▸ **WHAT THE EXERCISE ASKS**
Each of the records that follow needs an exact reproduction.

▸ **INPUT MATERIAL**
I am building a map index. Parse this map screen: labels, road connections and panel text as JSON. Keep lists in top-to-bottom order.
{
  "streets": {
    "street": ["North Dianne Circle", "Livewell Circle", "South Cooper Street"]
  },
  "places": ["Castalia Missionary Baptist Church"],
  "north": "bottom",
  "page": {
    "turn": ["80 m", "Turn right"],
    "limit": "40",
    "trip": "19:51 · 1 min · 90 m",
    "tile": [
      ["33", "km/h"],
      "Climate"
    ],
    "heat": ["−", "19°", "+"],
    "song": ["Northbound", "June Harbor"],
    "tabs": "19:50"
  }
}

▸ **SOLUTION**
I am building a map index. Parse this map screen: labels, road connections and panel text as JSON. Keep lists in top-to-bottom order.
{
  "streets": {
    "street": ["North Dianne Circle", "Livewell Circle", "South Cooper Street"]
  },
  "places": ["Castalia Missionary Baptist Church"],
  "north": "bottom",
  "page": {
    "turn": ["80 m", "Turn right"],
    "limit": "40",
    "trip": "19:51 · 1 min · 90 m",
    "tile": [
      ["33", "km/h"],
      "Climate"
    ],
    "heat": ["−", "19°", "+"],
    "song": ["Northbound", "June Harbor"],
    "tabs": "19:50"
  }
}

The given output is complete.